Segment Start: Exercise data

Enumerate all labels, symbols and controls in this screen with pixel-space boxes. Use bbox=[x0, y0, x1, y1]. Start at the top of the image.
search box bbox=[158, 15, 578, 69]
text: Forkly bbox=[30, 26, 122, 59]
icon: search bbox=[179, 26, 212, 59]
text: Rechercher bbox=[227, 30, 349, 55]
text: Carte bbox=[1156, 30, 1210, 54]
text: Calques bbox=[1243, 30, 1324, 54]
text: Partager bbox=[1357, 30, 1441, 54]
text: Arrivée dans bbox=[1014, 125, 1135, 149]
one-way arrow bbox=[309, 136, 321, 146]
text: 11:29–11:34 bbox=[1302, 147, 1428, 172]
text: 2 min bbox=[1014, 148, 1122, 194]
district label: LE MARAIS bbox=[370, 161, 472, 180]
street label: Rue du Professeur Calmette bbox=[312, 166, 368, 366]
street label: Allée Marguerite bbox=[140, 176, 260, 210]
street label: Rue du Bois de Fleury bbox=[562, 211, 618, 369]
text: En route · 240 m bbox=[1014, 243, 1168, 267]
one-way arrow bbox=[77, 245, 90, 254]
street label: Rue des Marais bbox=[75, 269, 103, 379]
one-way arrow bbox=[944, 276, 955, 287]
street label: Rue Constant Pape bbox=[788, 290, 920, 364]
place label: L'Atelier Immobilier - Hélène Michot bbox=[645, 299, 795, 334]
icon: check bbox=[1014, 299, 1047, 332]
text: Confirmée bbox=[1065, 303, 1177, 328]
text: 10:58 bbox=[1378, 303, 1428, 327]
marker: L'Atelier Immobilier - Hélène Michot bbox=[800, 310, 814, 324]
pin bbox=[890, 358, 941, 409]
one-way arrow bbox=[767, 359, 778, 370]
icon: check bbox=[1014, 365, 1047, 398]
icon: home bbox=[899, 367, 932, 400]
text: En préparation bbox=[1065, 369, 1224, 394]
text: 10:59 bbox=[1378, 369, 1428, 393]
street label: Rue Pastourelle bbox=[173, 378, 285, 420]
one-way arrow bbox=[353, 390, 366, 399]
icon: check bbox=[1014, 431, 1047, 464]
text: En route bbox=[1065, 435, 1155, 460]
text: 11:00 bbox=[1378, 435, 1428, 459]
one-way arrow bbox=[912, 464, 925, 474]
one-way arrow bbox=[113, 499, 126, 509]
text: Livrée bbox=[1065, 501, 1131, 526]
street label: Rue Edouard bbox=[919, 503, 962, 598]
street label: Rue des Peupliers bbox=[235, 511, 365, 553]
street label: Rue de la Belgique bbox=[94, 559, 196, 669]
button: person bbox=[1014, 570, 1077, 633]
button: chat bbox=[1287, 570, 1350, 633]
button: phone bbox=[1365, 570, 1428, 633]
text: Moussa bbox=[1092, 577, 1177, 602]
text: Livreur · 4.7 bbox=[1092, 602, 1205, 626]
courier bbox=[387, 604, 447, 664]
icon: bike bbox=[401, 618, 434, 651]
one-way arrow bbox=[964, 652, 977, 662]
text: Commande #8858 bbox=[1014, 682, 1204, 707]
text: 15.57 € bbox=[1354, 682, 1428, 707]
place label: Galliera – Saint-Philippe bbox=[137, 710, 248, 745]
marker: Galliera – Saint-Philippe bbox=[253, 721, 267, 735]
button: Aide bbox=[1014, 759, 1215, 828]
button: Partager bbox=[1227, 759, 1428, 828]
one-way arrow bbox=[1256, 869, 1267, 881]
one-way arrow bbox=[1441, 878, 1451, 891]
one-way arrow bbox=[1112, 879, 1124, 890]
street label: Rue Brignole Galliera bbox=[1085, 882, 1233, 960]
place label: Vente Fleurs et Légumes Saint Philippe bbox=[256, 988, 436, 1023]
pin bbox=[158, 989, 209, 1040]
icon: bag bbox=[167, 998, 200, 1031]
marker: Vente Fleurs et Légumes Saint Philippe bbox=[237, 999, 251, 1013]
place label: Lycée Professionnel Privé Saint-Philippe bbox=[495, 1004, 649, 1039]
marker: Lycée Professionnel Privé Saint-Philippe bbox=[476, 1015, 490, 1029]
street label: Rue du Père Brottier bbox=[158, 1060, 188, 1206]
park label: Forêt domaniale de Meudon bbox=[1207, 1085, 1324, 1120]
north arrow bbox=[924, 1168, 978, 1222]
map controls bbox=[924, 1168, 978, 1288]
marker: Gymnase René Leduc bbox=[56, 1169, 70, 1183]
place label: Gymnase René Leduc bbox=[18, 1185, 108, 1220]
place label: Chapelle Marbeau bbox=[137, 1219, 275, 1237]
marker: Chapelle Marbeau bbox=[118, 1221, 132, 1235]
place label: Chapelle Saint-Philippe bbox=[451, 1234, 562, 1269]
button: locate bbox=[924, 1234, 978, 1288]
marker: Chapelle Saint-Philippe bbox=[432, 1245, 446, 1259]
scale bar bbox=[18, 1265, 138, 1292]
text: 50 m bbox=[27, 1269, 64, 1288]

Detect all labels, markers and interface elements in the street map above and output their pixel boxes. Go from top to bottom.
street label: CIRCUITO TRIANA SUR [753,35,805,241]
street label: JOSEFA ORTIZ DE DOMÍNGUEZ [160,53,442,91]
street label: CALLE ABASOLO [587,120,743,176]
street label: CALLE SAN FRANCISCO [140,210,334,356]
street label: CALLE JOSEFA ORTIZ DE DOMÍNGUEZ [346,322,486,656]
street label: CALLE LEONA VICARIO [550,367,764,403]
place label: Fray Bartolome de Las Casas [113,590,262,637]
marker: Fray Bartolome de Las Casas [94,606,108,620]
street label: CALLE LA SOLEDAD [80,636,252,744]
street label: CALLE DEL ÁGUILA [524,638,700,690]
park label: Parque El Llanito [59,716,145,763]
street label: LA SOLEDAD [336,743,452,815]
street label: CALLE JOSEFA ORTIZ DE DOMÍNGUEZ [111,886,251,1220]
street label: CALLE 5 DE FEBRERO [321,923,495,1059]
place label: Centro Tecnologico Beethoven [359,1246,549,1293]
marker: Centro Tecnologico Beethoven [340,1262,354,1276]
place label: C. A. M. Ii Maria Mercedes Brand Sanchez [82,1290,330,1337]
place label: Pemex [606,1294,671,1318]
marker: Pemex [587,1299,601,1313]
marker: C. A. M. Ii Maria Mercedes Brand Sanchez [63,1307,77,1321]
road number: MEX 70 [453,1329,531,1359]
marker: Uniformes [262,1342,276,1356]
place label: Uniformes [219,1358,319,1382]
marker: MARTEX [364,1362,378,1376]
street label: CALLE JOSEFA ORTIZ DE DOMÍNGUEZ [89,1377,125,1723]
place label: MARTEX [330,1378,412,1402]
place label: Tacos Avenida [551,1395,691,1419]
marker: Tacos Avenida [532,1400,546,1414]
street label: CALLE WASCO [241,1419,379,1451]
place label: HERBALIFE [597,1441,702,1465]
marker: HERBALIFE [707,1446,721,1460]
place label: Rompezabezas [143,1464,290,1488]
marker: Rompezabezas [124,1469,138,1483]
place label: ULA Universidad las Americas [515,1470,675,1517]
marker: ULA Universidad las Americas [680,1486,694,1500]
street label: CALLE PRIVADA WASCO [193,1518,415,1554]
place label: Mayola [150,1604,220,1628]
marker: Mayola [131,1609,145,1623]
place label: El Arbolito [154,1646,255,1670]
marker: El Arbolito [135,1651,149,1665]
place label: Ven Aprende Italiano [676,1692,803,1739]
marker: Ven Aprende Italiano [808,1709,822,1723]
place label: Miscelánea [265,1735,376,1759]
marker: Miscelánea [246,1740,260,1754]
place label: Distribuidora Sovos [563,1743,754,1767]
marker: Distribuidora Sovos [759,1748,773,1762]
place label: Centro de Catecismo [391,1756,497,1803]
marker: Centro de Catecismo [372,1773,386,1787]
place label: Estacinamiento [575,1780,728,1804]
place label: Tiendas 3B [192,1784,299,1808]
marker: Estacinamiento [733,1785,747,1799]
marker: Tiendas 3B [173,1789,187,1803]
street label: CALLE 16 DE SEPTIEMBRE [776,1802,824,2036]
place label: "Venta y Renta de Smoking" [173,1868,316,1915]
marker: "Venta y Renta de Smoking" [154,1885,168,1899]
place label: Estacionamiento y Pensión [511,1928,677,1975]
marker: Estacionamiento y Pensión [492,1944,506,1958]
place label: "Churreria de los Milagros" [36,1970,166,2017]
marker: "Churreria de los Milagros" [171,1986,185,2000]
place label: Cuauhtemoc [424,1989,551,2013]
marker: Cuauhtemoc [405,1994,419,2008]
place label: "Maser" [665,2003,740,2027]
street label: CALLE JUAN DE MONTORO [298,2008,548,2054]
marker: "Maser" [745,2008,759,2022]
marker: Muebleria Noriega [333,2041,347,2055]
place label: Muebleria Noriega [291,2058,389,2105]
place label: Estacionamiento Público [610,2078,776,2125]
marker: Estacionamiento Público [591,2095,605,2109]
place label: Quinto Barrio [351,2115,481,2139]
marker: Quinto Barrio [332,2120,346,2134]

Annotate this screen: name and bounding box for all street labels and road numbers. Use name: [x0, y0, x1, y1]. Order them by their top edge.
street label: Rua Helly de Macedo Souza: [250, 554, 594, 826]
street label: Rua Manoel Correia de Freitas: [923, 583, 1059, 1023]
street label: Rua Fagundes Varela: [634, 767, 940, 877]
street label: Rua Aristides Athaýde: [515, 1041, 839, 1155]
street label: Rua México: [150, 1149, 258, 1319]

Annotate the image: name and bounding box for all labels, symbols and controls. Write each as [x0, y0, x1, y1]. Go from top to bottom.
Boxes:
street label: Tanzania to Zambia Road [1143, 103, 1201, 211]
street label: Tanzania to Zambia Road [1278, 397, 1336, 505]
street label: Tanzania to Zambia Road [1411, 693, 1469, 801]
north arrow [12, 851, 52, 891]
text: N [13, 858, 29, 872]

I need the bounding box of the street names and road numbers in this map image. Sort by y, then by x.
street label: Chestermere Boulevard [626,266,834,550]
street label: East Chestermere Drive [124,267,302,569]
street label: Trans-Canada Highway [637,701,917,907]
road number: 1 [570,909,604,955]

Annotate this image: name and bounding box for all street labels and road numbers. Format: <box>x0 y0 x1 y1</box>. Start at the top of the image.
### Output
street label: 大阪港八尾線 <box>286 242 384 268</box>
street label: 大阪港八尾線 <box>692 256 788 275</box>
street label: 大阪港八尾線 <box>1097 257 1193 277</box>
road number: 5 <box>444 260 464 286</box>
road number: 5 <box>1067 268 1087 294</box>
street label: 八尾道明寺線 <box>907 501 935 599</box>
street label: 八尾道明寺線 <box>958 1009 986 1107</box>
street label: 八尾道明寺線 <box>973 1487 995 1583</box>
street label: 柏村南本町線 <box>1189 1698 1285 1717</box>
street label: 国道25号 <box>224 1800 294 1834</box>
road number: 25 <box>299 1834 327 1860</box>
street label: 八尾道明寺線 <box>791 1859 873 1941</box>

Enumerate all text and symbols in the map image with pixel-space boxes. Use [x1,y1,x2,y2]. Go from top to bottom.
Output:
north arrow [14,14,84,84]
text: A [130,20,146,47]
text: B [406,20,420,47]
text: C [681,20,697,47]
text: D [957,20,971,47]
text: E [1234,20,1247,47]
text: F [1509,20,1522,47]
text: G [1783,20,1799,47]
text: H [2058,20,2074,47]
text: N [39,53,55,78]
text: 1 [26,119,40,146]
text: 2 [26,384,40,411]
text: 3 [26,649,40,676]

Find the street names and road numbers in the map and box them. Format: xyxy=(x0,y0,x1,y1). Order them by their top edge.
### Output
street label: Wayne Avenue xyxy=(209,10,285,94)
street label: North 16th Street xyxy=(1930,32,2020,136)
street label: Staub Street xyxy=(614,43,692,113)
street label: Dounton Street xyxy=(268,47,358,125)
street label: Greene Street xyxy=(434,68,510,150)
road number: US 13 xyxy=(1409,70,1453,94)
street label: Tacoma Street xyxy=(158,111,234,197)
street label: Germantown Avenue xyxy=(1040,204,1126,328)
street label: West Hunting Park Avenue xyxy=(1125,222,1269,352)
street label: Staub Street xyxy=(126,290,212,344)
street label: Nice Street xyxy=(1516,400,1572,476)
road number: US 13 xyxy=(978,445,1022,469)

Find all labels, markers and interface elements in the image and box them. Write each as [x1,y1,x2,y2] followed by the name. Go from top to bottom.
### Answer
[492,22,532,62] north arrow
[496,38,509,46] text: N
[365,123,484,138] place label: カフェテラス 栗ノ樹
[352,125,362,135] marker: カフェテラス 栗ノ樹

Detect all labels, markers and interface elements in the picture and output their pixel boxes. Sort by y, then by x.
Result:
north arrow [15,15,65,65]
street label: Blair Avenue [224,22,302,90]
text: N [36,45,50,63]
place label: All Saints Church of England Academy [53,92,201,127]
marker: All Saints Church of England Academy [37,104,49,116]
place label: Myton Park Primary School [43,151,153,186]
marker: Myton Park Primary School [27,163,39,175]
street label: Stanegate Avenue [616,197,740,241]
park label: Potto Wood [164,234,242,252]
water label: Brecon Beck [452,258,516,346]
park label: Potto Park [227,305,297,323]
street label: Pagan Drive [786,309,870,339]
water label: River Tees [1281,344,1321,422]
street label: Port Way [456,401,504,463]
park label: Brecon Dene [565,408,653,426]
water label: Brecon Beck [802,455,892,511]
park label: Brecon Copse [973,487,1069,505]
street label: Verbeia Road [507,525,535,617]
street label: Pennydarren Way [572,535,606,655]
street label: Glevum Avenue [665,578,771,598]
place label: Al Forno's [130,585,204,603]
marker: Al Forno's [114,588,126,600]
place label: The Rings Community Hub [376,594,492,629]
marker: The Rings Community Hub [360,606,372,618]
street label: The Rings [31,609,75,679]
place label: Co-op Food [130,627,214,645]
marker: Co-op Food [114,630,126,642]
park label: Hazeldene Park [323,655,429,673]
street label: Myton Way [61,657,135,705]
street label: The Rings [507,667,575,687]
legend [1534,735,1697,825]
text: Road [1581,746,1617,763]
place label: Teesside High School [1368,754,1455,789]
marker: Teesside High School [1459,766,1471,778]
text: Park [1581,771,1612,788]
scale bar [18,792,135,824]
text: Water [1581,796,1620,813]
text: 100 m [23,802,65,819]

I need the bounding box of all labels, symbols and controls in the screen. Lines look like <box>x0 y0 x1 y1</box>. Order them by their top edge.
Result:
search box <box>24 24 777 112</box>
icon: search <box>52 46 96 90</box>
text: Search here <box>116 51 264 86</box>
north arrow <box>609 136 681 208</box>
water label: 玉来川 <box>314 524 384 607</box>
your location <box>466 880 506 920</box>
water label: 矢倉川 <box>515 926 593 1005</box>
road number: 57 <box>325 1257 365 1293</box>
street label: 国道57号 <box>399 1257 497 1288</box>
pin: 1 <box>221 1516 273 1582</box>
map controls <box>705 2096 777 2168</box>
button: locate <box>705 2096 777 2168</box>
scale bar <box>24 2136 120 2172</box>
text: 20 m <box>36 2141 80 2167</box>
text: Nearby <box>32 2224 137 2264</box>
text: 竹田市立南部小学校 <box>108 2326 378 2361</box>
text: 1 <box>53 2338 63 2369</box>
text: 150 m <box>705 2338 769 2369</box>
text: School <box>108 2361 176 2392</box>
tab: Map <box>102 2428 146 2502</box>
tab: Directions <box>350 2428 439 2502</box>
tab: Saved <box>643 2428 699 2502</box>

Segment End: Exercise data

Examine the records and pull out every line where the string "Food" occurs.

place label: Co-op Food [130,627,214,645]
marker: Co-op Food [114,630,126,642]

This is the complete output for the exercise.